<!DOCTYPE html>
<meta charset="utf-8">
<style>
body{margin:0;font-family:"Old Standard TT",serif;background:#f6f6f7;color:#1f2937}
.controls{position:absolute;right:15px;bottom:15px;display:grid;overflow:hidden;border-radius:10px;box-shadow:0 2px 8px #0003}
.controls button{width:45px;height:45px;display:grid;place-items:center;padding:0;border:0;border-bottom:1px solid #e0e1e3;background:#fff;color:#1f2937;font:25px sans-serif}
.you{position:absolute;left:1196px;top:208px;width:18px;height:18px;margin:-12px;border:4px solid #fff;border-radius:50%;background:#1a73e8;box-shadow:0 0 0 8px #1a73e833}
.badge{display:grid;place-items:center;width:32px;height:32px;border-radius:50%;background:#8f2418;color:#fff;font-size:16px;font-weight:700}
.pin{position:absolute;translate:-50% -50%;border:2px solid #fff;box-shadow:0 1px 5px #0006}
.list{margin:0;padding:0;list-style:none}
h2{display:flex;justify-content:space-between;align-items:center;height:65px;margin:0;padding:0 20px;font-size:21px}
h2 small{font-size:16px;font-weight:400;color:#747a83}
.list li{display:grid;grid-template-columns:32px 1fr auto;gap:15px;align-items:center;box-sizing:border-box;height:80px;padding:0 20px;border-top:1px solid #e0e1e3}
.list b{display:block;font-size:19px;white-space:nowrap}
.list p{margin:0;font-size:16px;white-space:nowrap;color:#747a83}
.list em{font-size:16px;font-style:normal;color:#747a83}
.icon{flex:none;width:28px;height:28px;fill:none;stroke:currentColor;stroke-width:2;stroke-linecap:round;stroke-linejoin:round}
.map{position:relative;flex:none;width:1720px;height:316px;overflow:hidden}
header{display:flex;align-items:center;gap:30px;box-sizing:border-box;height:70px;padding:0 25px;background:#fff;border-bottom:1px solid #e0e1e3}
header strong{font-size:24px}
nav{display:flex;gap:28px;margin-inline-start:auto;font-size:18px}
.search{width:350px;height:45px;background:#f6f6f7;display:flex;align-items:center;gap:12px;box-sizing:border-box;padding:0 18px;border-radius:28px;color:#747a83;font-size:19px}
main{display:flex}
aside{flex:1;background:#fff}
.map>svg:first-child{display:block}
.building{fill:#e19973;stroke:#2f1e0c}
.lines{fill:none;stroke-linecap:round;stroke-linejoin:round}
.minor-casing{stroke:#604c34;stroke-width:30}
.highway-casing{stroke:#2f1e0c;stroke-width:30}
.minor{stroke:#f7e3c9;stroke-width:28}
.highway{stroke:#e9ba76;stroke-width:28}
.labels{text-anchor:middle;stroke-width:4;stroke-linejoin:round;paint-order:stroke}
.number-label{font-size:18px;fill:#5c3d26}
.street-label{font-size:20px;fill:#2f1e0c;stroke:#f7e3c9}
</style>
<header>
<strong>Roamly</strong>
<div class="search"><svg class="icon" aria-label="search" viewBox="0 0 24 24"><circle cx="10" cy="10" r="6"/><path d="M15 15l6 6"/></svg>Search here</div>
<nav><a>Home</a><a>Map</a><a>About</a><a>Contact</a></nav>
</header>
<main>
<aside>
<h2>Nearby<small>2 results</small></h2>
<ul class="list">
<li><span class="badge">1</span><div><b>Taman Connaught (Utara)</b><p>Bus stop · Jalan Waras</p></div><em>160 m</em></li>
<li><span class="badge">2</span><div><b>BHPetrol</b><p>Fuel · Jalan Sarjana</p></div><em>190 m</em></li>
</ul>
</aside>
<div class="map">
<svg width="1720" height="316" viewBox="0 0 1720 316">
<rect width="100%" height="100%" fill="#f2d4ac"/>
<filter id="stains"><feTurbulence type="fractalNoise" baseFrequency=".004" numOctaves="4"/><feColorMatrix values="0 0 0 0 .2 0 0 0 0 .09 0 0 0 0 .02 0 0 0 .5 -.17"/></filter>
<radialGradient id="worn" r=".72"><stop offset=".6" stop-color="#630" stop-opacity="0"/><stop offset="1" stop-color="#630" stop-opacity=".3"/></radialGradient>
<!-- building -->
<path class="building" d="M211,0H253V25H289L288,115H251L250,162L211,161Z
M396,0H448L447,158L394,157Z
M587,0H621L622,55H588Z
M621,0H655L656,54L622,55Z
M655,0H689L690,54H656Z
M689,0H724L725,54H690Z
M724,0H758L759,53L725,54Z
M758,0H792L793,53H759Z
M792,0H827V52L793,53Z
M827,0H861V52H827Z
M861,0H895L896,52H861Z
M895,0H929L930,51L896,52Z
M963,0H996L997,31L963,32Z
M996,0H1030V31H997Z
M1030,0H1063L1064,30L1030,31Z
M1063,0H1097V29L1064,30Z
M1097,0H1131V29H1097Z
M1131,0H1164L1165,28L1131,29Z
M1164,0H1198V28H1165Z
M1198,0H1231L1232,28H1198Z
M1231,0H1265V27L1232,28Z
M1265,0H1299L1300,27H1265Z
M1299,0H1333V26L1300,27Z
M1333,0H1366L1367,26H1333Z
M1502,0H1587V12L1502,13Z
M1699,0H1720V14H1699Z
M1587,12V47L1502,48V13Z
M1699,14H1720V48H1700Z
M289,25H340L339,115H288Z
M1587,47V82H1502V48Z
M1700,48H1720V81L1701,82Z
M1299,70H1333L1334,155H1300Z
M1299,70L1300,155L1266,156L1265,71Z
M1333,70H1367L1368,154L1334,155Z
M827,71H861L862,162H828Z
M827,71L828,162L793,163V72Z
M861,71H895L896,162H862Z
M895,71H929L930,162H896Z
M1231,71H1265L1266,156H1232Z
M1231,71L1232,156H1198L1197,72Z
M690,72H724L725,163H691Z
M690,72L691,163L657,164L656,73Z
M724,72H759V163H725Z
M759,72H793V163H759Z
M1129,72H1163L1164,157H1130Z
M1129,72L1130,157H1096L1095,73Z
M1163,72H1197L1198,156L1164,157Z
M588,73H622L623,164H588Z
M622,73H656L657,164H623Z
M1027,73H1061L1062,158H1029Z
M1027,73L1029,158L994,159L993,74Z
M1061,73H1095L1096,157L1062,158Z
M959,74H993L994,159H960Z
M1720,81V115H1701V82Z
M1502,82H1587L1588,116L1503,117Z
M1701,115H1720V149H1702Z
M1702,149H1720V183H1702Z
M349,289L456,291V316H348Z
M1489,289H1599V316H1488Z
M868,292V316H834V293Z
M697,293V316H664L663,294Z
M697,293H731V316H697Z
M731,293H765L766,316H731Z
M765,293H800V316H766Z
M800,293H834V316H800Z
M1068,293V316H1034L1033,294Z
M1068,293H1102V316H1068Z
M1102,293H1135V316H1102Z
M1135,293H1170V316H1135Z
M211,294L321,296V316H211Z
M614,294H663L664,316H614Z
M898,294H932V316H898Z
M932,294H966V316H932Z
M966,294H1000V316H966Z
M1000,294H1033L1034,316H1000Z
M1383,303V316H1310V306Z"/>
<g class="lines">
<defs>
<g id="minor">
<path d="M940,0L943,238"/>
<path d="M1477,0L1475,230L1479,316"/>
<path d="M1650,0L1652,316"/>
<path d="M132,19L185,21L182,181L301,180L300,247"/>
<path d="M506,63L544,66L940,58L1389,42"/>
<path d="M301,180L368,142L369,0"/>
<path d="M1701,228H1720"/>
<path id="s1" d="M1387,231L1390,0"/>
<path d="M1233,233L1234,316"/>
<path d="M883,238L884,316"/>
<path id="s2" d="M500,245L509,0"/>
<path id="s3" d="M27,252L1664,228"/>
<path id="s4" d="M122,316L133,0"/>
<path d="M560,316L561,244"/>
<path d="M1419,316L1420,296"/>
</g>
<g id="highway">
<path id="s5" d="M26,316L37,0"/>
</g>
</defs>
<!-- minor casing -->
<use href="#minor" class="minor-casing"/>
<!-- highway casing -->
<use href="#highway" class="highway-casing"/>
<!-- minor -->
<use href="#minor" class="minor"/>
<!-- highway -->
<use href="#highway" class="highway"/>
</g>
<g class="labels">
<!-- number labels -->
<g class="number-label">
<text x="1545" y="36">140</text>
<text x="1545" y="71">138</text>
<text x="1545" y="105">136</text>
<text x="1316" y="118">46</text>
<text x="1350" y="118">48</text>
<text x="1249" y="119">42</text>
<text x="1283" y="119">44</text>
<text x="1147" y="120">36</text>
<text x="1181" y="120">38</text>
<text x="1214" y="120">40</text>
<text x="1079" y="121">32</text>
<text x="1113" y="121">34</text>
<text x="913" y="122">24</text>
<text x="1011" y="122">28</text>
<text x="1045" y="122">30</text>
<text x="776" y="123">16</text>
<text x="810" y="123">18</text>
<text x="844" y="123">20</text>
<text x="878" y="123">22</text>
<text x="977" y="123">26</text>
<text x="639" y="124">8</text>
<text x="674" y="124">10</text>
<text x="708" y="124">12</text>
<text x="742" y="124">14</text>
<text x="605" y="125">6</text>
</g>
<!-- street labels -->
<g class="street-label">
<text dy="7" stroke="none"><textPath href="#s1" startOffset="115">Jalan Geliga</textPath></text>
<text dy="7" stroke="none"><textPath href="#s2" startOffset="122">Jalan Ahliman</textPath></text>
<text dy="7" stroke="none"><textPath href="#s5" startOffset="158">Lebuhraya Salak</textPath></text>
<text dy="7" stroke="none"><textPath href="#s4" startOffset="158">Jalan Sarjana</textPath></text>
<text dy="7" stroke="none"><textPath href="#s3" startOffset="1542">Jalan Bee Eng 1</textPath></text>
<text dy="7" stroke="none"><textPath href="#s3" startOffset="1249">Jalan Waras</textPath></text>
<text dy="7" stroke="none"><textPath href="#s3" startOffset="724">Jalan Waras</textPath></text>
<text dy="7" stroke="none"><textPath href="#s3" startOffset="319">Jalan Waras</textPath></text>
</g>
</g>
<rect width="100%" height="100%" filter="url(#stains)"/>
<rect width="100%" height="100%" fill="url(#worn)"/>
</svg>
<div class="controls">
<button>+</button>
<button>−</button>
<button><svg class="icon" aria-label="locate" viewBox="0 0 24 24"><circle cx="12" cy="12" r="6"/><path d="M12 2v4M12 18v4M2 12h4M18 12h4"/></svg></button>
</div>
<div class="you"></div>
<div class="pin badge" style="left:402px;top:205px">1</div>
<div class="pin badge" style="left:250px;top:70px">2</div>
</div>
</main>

ASSIGNMENT: If a line in the entries above contains the word "grid", copy it.

WRITTEN RESPONSE:
.controls{position:absolute;right:15px;bottom:15px;display:grid;overflow:hidden;border-radius:10px;box-shadow:0 2px 8px #0003}
.controls button{width:45px;height:45px;display:grid;place-items:center;padding:0;border:0;border-bottom:1px solid #e0e1e3;background:#fff;color:#1f2937;font:25px sans-serif}
.badge{display:grid;place-items:center;width:32px;height:32px;border-radius:50%;background:#8f2418;color:#fff;font-size:16px;font-weight:700}
.list li{display:grid;grid-template-columns:32px 1fr auto;gap:15px;align-items:center;box-sizing:border-box;height:80px;padding:0 20px;border-top:1px solid #e0e1e3}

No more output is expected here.